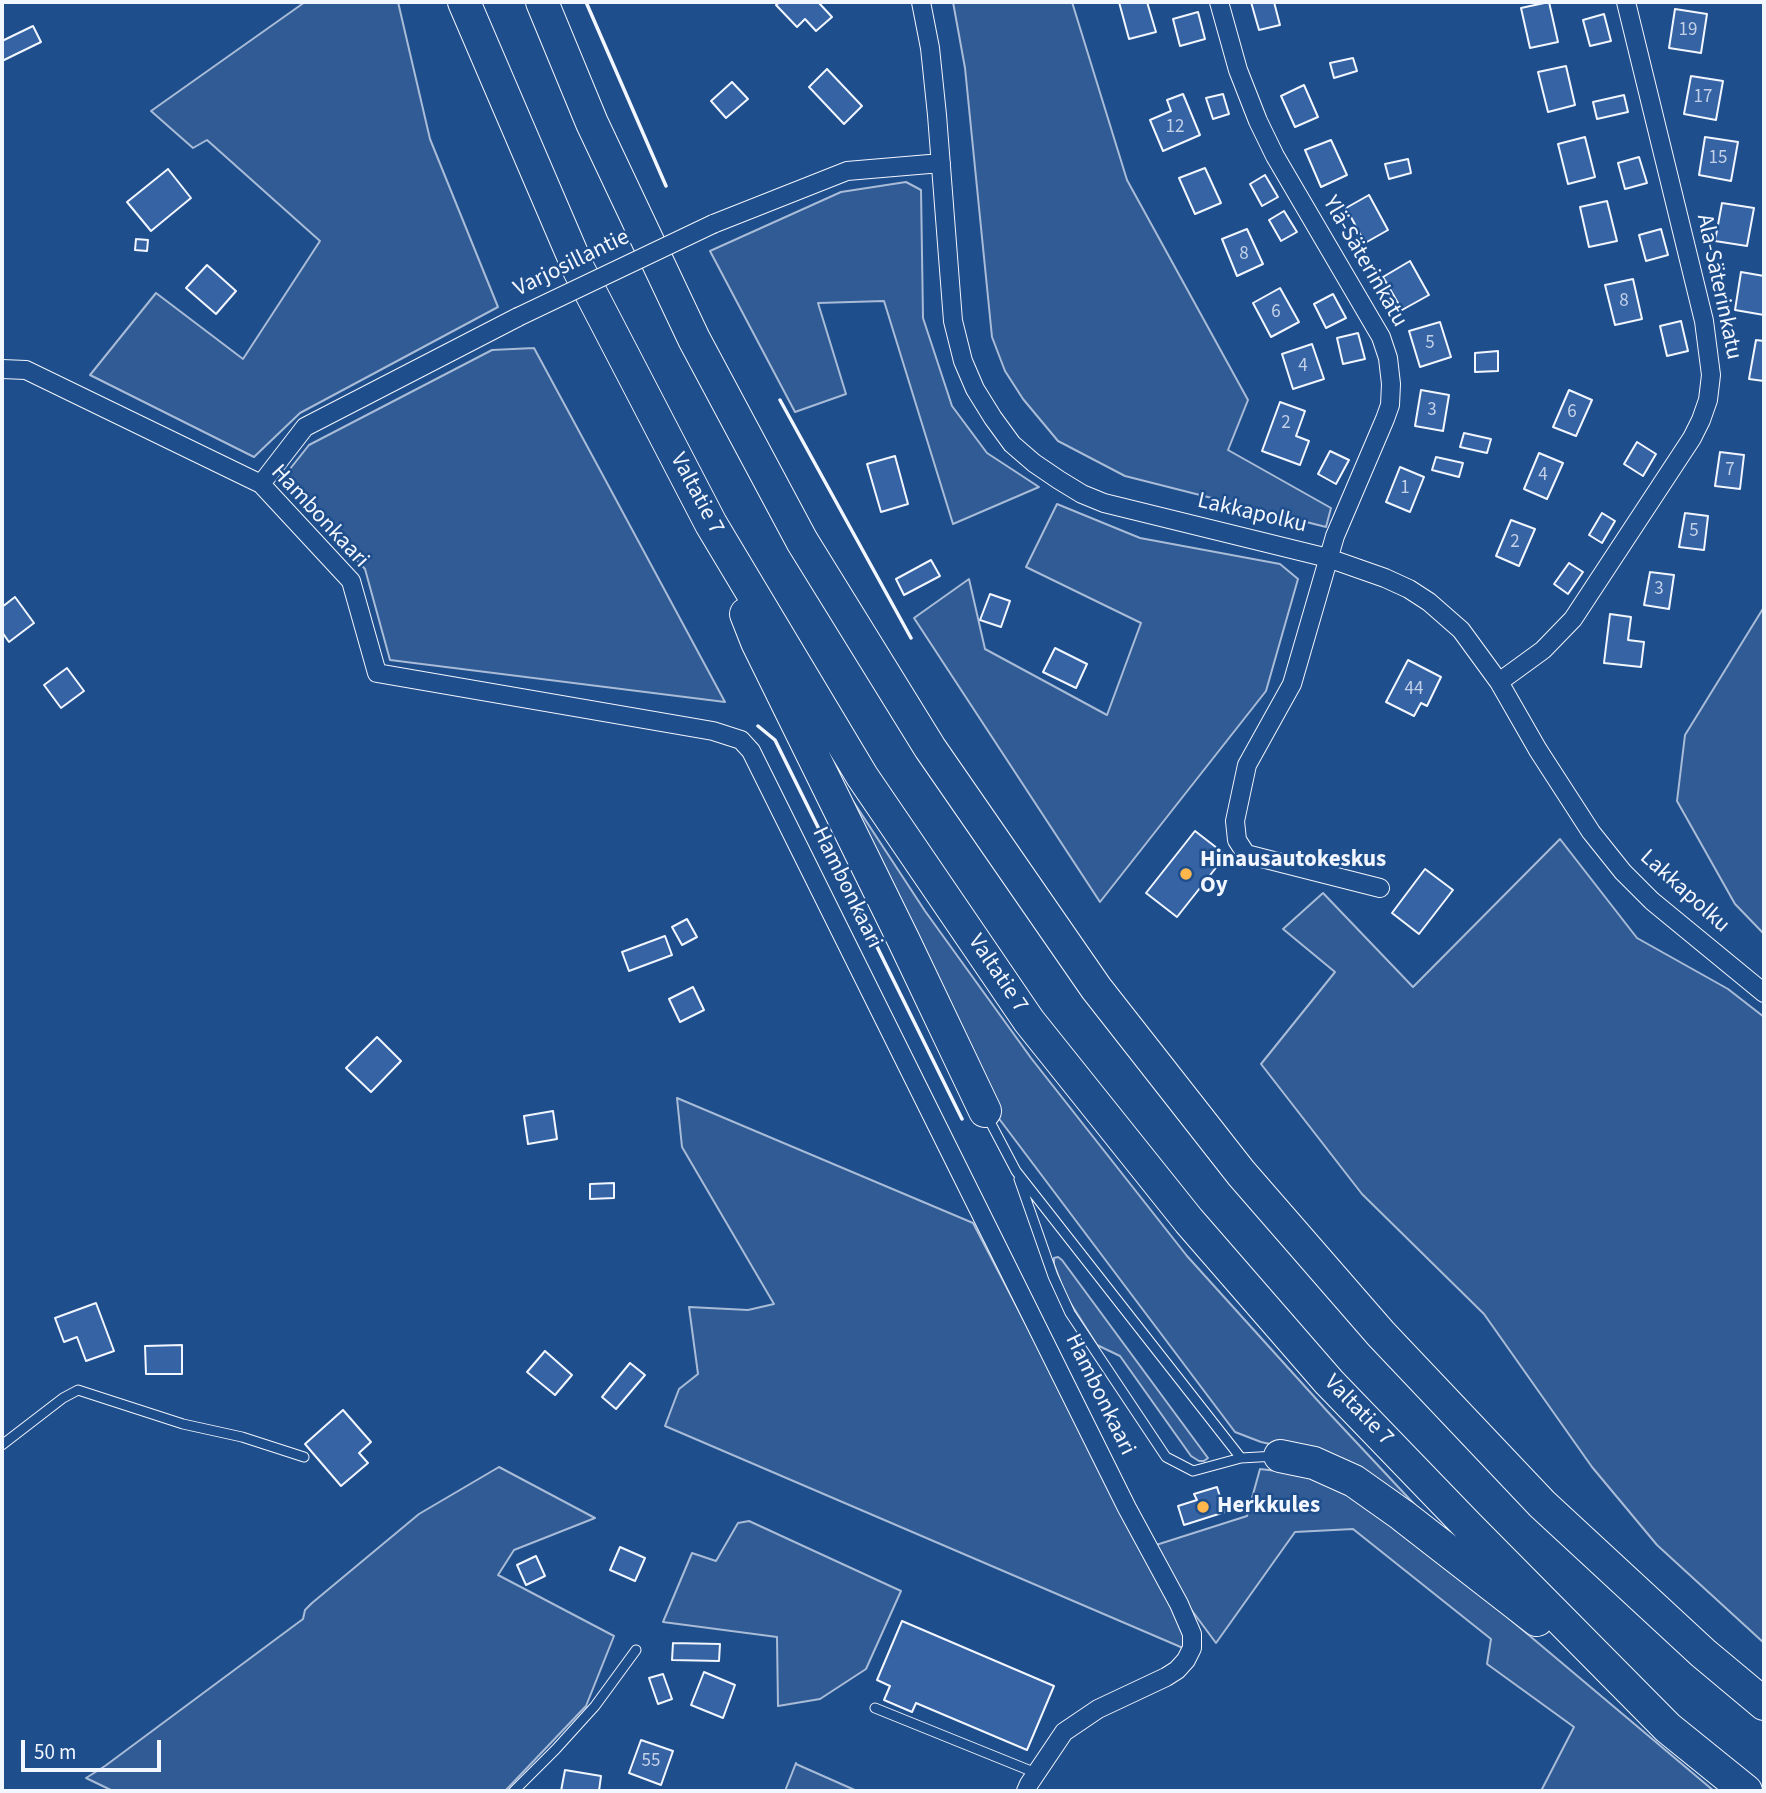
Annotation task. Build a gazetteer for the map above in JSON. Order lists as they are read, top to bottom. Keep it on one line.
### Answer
{"streets":{"highway":["Valtatie 7"],"street":["Ylä-Säterinkatu","Varjosillantie","Ala-Säterinkatu","Lakkapolku","Hambonkaari"]},"crossings":[["Ylä-Säterinkatu","Lakkapolku"],["Varjosillantie","Lakkapolku"],["Varjosillantie","Hambonkaari"],["Ala-Säterinkatu","Lakkapolku"]],"places":["Hinausautokeskus Oy","Herkkules"],"house_numbers":["19","17","12","15","8","8","6","5","4","3","6","2","7","4","1","5","2","3","44","55"],"scale_bar":"50 m"}
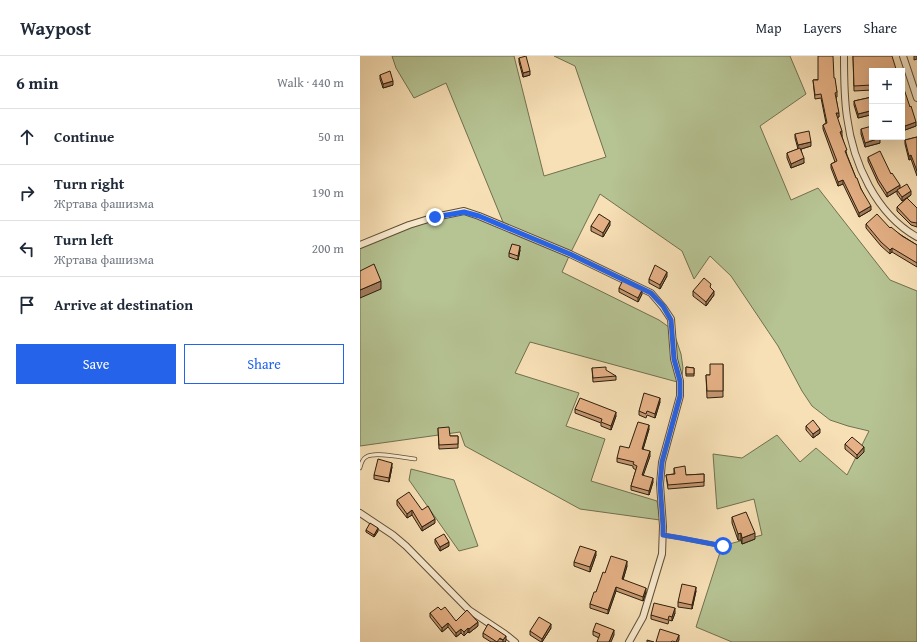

### WORK INSTRUCTION
Every line of the data should be transcribed exactly. Omit the images.

### RESULT OF THIS TASK
Annotation task. Build a gazetteer for the map above in JSON. Order lists as they are read, top to bottom. Keep it on one line.
### Answer
{"streets":{"highway":["Valtatie 7"],"street":["Ylä-Säterinkatu","Varjosillantie","Ala-Säterinkatu","Lakkapolku","Hambonkaari"]},"crossings":[["Ylä-Säterinkatu","Lakkapolku"],["Varjosillantie","Lakkapolku"],["Varjosillantie","Hambonkaari"],["Ala-Säterinkatu","Lakkapolku"]],"places":["Hinausautokeskus Oy","Herkkules"],"house_numbers":["19","17","12","15","8","8","6","5","4","3","6","2","7","4","1","5","2","3","44","55"],"scale_bar":"50 m"}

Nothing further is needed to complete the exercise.